ABOUT THIS TASK -> Find the lines in the records that carry the word "strokeStyle". Copy each one.

※ ※ ※

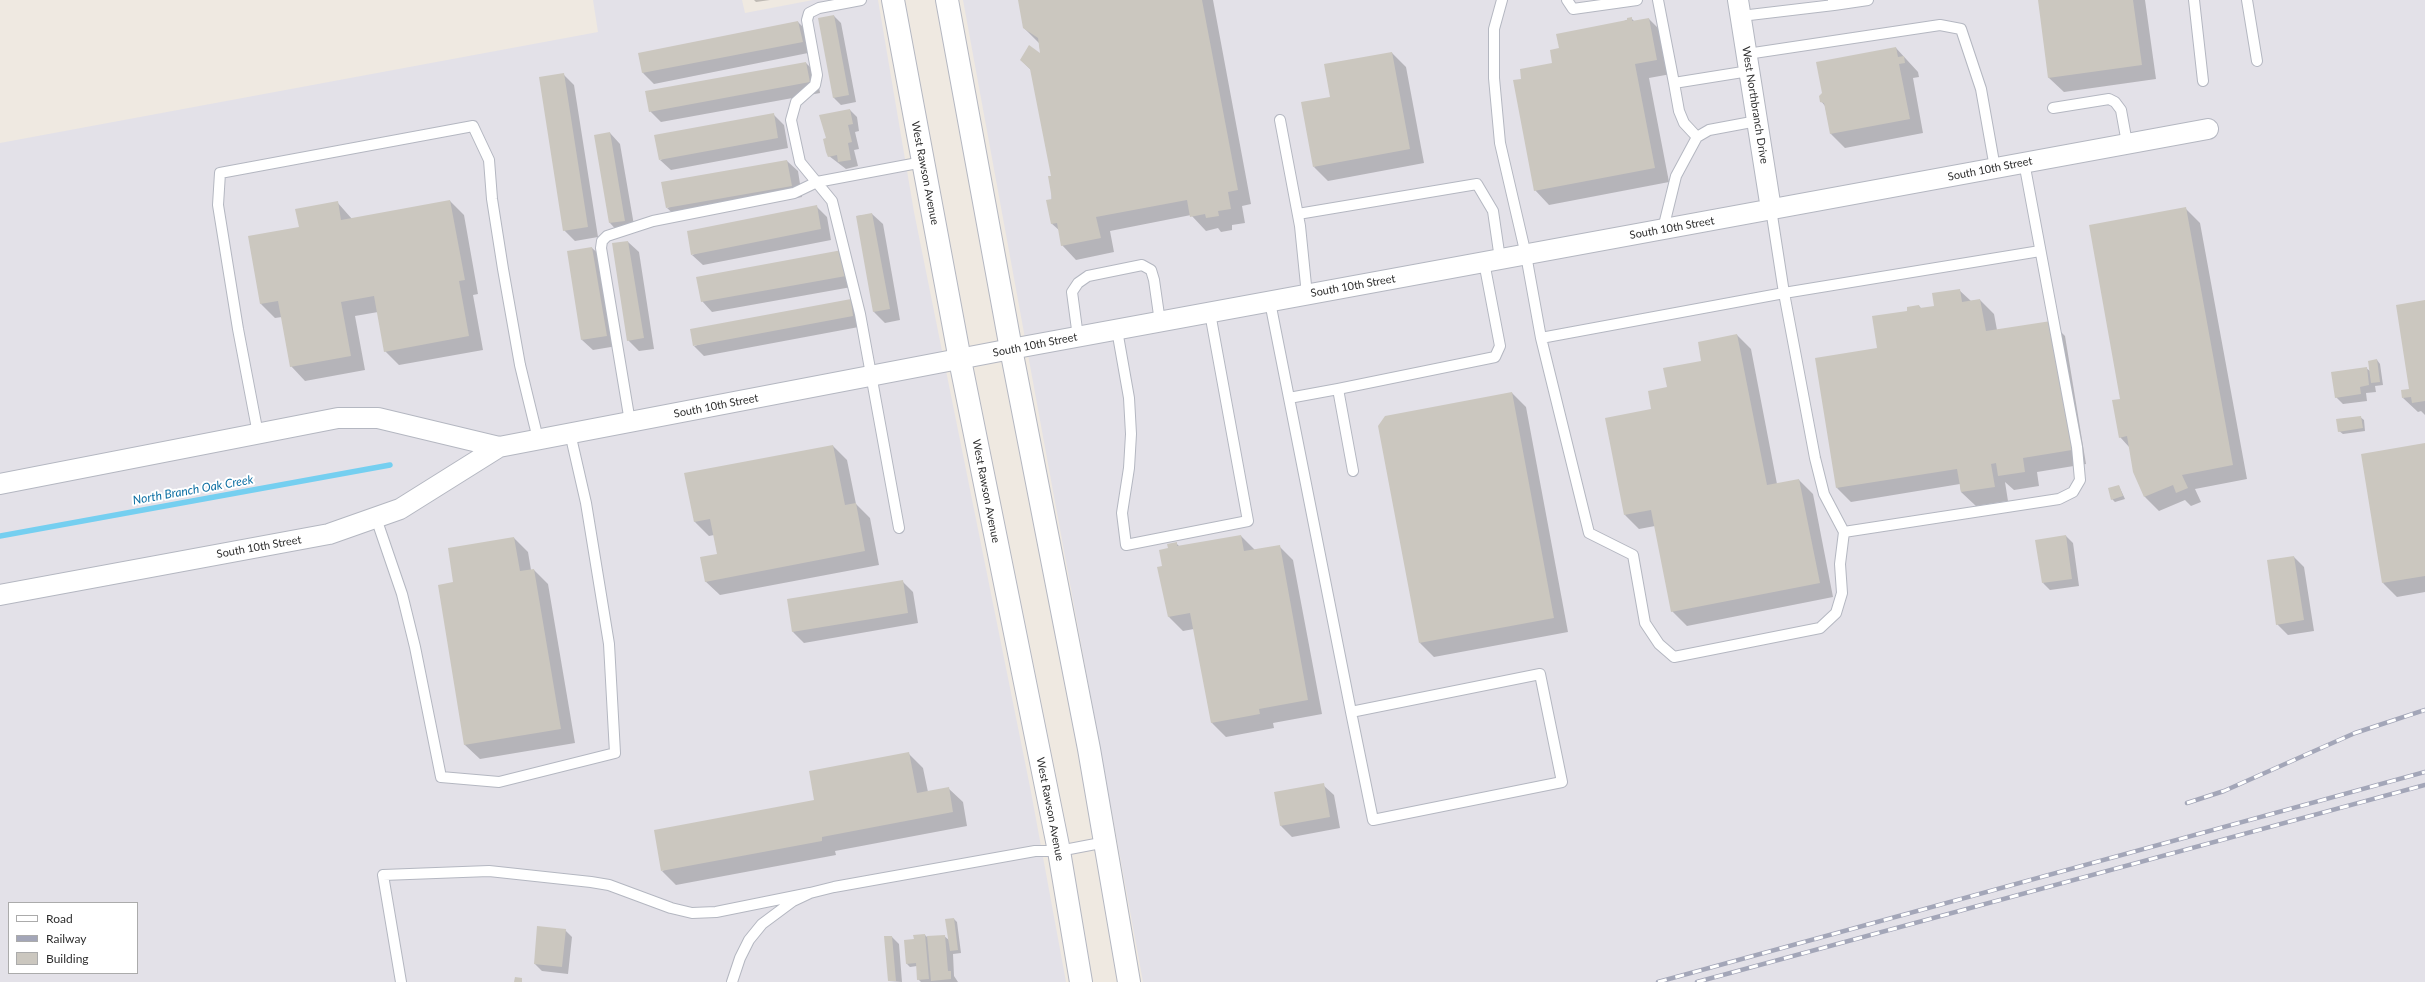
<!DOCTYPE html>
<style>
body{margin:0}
#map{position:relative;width:2425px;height:982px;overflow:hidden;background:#efe9e1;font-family:Lato,sans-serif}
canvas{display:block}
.legend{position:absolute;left:8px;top:902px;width:130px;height:72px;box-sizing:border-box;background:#fff;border:1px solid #ababab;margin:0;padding:5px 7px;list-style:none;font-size:12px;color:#2e2e2e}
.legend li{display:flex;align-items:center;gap:8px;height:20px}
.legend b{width:20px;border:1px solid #ababab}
</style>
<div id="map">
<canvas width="2425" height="982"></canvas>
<ul class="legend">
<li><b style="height:5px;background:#fff"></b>Road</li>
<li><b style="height:5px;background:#a3a6b8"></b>Railway</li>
<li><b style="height:11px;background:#cbc7bf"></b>Building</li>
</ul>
</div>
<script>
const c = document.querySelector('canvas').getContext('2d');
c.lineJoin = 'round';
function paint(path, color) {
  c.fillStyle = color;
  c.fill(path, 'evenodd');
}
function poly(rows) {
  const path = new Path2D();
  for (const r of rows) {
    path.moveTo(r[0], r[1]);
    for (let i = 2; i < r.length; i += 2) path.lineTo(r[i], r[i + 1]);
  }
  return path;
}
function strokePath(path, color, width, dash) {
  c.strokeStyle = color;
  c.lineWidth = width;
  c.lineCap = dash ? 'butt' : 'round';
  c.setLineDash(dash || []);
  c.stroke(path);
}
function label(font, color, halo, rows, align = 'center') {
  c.font = font + ' Lato,sans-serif';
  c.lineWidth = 4;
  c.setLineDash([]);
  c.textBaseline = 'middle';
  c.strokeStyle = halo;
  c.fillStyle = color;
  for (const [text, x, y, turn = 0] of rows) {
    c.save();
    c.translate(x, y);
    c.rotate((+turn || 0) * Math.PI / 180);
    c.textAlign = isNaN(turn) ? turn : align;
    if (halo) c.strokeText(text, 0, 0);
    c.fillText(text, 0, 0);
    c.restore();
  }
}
paint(poly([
 [593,0,742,0,745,13,813,0,878,0,914,212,1031,792,1066,982,0,982,0,143,598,32],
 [9,903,137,903,137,973,9,973],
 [963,0,2425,0,2425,982,1143,982]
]), '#e3e1e8');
paint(poly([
 [754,0,770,0,756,2],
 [1019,0,1213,0,1251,204,1242,206,1245,223,1232,225,1232,230,1221,232,1218,228,1206,231,1191,215,1110,231,1114,252,1076,260,1062,245,1060,231,1051,223,1052,177,1032,71,1021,60,1041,55,1039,43,1024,28],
 [2039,0,2145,0,2156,79,2064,92,2049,78],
 [834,16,841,23,856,102,841,105,834,98],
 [1631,18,1635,22,1649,19,1663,33,1671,74,1649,78,1669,182,1549,205,1535,190,1522,79,1554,64,1560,49],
 [798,22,809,33,813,52,654,84,643,73,639,54],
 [1896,48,1918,72,1919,77,1913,78,1923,133,1845,148,1831,134,1825,106,1821,101],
 [1392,53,1406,67,1424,163,1328,181,1314,167],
 [806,63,817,74,820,93,661,122,650,111],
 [564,75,574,85,598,237,575,241,564,230],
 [850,110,857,117,859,131,855,132,859,149,854,150,858,166,846,169,829,156,826,132,820,116],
 [773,114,784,125,788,148,671,170,660,160],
 [610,133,620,144,635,231,620,234,610,223,595,136],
 [787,161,798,171,802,197,678,218,667,208],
 [450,201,464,215,478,294,473,295,483,350,399,365,385,351,378,312,355,316,365,370,305,381,291,366,282,317,275,318,261,304,249,237,300,228,337,202,352,219],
 [816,206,827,217,831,240,703,265,692,255],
 [2186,209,2200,223,2247,479,2195,489,2201,502,2191,506,2185,500,2159,511,2145,497,2130,448,2120,437,2121,399],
 [872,214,883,224,900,320,885,323,874,312,857,216],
 [628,242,639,252,654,349,639,351,628,340],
 [592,248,603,258,617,346,593,350,582,340],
 [842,252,852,262,857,286,712,312,702,301],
 [1959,290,1971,301,1980,300,1994,314,1997,330,2051,322,2065,336,2086,464,2037,472,2039,486,2014,490,2005,482,2008,501,1976,506,1961,492,1960,484,1851,502,1837,488,1878,349,1908,312,1919,306,1922,309,1935,307],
 [850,300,861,311,864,326,704,356,694,346],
 [2425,301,2425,415,2421,411,2418,412,2403,398,2411,390],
 [1737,335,1751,349,1777,484,1799,480,1813,494,1833,597,1687,626,1672,611,1655,526,1639,529,1625,515,1653,410,1668,388],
 [2377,360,2380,364,2383,385,2375,386,2376,392,2366,393,2367,401,2343,404,2336,397,2366,368,2370,371],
 [1512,393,1526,407,1568,632,1434,657,1420,643],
 [2360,417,2364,420,2365,431,2343,434,2339,431],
 [2425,444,2425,592,2397,597,2383,583],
 [833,446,847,460,856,504,870,518,879,565,720,595,705,581,718,555,714,535,709,536,695,522,685,474],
 [2119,486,2125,499,2115,502,2112,499],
 [1241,536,1255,550,1279,546,1293,560,1322,714,1273,723,1274,728,1226,737,1212,723,1194,629,1183,631,1169,617,1163,567,1169,549,1176,543,1180,547],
 [2066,536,2073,543,2079,586,2050,590,2043,583],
 [514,538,528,552,531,570,534,570,548,584,575,743,480,759,465,745,439,586,455,583],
 [2294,557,2304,567,2314,631,2288,635,2277,624],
 [902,581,913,592,918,623,804,643,793,632,788,600],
 [909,754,923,768,928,792,948,788,963,802,967,826,835,851,836,855,676,885,662,871,815,801],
 [1323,785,1334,795,1340,828,1292,837,1281,826,1275,793],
 [954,919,957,922,961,953,953,954,954,976,958,982,921,982,918,979,917,966,910,967,907,964,913,940,925,935,927,937,944,936,949,940],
 [565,930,572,937,568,974,542,971,535,964],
 [892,937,899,944,902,982,889,981]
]), '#0003');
strokePath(poly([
 [0,536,390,465]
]), '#75cff0', 5.5);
paint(poly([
 [1018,0,1202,0,1238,190,1228,192,1231,209,1218,211,1219,216,1206,218,1205,214,1190,217,1187,200,1096,217,1101,238,1061,246,1057,223,1051,224,1046,200,1052,199,1048,176,1051,176,1030,69,1020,60,1029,45,1040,53,1038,38,1023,28],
 [2038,0,2133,0,2142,65,2048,78],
 [834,15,849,95,833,98,818,18],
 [1632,17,1632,21,1649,18,1657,60,1635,64,1655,168,1534,191,1513,80,1521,79,1520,69,1552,63,1550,50,1559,48,1556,34,1627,20,1627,18],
 [798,21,803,42,642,73,638,53],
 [1896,47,1898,57,1904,56,1905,63,1899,64,1910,119,1830,134,1824,103,1820,102,1819,96,1822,93,1816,62],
 [1392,52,1410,149,1313,167,1301,102,1330,97,1324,64],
 [806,62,810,82,649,112,645,91],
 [564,73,588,227,563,231,539,77],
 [850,109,853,124,848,125,852,142,848,143,851,160,838,162,837,155,828,157,826,152,823,139,826,138,819,115],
 [774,113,778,138,659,160,654,135],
 [610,132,625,221,609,223,594,135],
 [787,160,792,186,666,208,661,182],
 [450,200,465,280,459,281,469,336,384,352,374,296,341,302,351,356,290,367,278,301,260,304,248,236,299,227,295,209,338,201,341,220],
 [817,205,821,229,691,255,687,231],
 [2186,207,2233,465,2182,475,2188,488,2176,493,2173,485,2144,497,2133,472,2127,436,2119,438,2112,400,2120,399,2089,225],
 [872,213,890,309,873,312,856,216],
 [628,241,644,338,627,341,612,243],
 [592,247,607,336,581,340,567,251],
 [842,250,846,276,701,302,696,277],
 [1960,289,1962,302,1980,299,1986,331,2051,321,2072,450,2023,458,2025,472,1998,476,1996,463,1991,464,1995,487,1961,492,1957,469,1836,488,1815,358,1877,348,1872,316,1907,311,1907,307,1919,305,1920,308,1934,306,1932,293],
 [851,299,853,316,693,346,690,329],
 [2425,300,2425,401,2412,403,2411,397,2402,398,2401,390,2409,389,2396,305],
 [1737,334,1767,485,1799,479,1820,583,1671,612,1651,510,1624,515,1605,418,1651,409,1648,391,1667,387,1663,368,1701,361,1698,342],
 [2377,359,2380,382,2371,383,2368,361],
 [2367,367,2369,385,2360,387,2361,394,2335,398,2331,372],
 [1512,392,1554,618,1419,643,1378,426,1385,416],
 [2361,416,2363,428,2338,432,2336,419],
 [2425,443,2425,576,2382,583,2361,454],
 [833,445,845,505,856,503,865,551,705,582,700,557,717,554,710,519,694,522,684,473],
 [2119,485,2123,496,2111,500,2108,488],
 [1241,535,1244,551,1280,545,1308,700,1259,709,1260,714,1211,723,1190,613,1168,617,1157,567,1162,566,1159,550,1168,548,1167,544,1177,542,1177,546],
 [2066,535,2072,579,2042,583,2035,540],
 [514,537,520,571,534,569,561,729,464,745,438,585,453,582,448,548],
 [2294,556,2304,620,2276,625,2267,560],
 [903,580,908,613,792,632,787,599],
 [909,752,917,793,949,787,953,812,822,837,822,841,661,871,654,830,814,800,809,771],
 [1324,783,1330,817,1280,826,1274,792],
 [954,918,958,950,950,951,945,919],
 [537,926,566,929,562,967,534,964],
 [925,934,929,979,917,980,916,963,906,964,904,940,914,939,913,935],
 [945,935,948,971,951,971,951,979,931,981,927,936],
 [884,936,892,936,896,981,888,981],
 [515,977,522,978,522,982,514,982]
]), '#cbc7bf');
const lane = poly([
 [861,0,819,8,809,13,807,20,817,75,815,85,796,102,791,120,800,162,832,201,860,314,899,528],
 [1502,0,1494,29,1494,78,1500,143,1526,255,1541,338,1589,533,1633,555,1645,623,1659,644,1674,657,1820,628,1836,613,1842,593,1840,564,1844,532],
 [1567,0,1573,9,1637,0],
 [1658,0,1674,83,1749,71],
 [2194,0,2203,81],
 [2247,0,2257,61],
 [1834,5,1868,0],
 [1741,16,1834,5,1833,0],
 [1747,54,1940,25,1961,29,1981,89,1995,168],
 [1674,83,1679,111,1684,123,1697,137],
 [2053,108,2109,99,2115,102,2121,110,2127,143],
 [1280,120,1300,226,1307,295],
 [1771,209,1784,293,1815,458,1824,494,1844,532,2059,499,2073,492,2080,480,2077,447,2024,162],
 [1298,214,1477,184,1493,211,1500,259],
 [1663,229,1676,176,1697,137,1709,130,1757,121],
 [1270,302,1289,398,1338,389,1495,357,1500,346,1484,262],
 [1117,330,1129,398,1131,434,1129,468,1122,513,1126,545,1248,521,1210,313],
 [1078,337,1072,292,1078,283,1088,276,1142,265,1151,270,1154,280,1160,322],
 [1541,338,1784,293,2040,251],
 [1338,389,1353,471],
 [1289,398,1351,712,1540,674,1562,782,1373,820,1351,712],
 [630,422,601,248,602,241,607,236,653,221,794,193,817,182,923,162],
 [258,434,238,329,218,205,220,173,473,126,489,160,492,199,503,269,520,365,538,439],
 [376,518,402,594,415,647,441,777,499,782,615,753,609,644,586,503,570,433],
 [401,982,383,875,489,871,591,882,609,885,671,908,692,913,716,912,810,893],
 [732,982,740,958,749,940,762,924,793,901,810,893,834,887,1035,851,1059,851,1106,842]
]);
const street = poly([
 [1738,0,1771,209],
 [0,484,338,418,378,418,499,447],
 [0,595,329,534,400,509,499,447,1011,349,2208,129]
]);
const secondary = poly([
 [893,0,960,360,1059,851,1081,982],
 [947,0,1011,349,1089,749,1129,982]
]);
strokePath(lane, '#b4b7c1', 12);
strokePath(street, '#b4b7c1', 22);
strokePath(secondary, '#b4b7c1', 24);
strokePath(lane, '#fff', 10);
strokePath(street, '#fff', 20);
strokePath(secondary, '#fff', 22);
const rail = poly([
 [2187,803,2224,791,2355,733,2425,710],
 [1658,982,2425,772],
 [1697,982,2425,785]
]);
strokePath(rail, '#a3a6b8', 4.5);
strokePath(rail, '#fff', 3, [9]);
label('11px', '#2e2e2e', '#fff', [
 ["West Northbranch Drive",1755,105,81],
 ["South 10th Street",1990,169,-11],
 ["West Rawson Avenue",925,173,79],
 ["South 10th Street",1672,228,-10],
 ["South 10th Street",1353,286,-10],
 ["South 10th Street",1035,345,-11],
 ["South 10th Street",716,406,-11],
 ["West Rawson Avenue",986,491,79],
 ["South 10th Street",259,547,-10],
 ["West Rawson Avenue",1050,809,79]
]);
label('italic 12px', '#0d6fa3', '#fff', [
 ["North Branch Oak Creek",193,490,-10]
]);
</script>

※ ※ ※

ANSWER AREA ->
  c.strokeStyle = color;
  c.strokeStyle = halo;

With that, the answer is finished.